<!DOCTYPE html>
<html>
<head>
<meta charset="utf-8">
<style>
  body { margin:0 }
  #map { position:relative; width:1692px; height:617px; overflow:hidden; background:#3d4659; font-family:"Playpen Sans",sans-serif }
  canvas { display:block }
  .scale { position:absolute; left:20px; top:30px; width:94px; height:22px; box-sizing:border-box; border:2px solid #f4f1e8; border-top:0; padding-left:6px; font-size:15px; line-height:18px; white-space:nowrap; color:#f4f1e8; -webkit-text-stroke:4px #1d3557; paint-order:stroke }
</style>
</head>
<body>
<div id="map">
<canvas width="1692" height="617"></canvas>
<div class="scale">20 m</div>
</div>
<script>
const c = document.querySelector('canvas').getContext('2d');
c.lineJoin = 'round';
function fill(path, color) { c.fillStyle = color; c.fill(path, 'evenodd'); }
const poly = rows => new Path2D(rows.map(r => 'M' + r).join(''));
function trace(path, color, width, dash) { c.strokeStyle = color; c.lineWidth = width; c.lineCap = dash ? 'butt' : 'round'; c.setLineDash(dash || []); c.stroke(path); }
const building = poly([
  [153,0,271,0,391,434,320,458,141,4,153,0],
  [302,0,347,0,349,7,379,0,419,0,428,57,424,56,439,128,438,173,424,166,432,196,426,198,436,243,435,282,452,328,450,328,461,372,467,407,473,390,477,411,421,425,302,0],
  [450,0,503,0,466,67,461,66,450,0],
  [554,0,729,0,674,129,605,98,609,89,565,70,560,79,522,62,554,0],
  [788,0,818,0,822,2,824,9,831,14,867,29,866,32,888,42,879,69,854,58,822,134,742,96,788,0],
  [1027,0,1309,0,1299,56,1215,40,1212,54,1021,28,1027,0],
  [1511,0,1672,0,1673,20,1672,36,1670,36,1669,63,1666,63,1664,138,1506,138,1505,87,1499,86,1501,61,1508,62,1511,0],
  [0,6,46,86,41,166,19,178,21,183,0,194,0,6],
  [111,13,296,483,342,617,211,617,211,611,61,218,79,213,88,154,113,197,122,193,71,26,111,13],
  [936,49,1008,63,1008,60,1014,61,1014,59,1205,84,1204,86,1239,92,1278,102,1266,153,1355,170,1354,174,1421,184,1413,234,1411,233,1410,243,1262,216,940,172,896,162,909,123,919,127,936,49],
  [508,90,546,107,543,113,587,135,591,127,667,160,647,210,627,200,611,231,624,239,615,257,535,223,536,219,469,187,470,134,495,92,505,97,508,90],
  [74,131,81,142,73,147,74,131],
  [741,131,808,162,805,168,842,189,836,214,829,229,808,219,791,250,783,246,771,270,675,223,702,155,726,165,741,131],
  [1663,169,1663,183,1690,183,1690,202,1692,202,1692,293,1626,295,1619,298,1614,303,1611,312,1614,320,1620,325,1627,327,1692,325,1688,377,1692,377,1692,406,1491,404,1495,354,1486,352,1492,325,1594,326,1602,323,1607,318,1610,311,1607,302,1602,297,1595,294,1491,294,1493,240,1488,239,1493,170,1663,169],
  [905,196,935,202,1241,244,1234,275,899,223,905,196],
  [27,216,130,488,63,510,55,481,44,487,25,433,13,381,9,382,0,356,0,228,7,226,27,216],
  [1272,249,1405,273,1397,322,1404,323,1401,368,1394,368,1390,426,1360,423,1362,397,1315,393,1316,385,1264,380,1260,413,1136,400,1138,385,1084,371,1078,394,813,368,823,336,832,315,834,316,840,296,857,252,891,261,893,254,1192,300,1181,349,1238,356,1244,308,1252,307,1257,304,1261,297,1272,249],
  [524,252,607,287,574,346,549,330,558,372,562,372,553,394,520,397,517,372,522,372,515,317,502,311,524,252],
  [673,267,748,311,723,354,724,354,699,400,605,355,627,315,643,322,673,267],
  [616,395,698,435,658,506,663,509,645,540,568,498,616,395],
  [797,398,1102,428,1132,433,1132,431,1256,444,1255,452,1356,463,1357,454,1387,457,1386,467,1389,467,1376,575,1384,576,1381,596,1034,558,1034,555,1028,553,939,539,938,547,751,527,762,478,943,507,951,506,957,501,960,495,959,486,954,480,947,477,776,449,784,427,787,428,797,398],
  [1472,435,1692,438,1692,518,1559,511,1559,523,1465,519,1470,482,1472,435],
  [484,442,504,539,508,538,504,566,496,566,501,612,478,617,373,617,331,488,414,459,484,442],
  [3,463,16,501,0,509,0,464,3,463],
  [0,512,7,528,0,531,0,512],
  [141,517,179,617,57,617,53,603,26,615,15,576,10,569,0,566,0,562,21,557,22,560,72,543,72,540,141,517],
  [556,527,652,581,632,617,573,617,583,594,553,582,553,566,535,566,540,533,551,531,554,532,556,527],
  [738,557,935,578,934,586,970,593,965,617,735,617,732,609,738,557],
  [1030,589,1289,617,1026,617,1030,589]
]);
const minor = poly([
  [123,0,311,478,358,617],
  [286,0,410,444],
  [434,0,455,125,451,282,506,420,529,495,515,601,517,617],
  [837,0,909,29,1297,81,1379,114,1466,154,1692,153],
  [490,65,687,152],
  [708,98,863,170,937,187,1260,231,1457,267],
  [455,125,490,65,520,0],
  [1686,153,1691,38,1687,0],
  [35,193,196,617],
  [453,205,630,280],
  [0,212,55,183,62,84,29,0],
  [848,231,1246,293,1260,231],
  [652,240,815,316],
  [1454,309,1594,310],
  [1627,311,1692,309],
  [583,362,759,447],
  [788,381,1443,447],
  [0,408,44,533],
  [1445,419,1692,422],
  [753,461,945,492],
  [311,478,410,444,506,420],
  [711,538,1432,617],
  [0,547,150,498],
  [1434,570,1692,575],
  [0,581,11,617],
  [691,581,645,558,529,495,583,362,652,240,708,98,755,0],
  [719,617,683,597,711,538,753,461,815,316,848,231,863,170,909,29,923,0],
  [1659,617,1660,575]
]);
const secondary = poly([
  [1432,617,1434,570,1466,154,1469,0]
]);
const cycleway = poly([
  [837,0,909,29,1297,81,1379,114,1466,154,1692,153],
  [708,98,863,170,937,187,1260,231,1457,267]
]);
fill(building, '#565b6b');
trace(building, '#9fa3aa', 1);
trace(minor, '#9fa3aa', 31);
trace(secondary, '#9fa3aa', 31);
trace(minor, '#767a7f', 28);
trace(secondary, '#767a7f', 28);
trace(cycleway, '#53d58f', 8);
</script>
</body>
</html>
◆ ◆ ◆ ◆
Work required »
Scan the records above. Return every line with "scale" in it.

Finished exercise »
  .scale { position:absolute; left:20px; top:30px; width:94px; height:22px; box-sizing:border-box; border:2px solid #f4f1e8; border-top:0; padding-left:6px; font-size:15px; line-height:18px; white-space:nowrap; color:#f4f1e8; -webkit-text-stroke:4px #1d3557; paint-order:stroke }
<div class="scale">20 m</div>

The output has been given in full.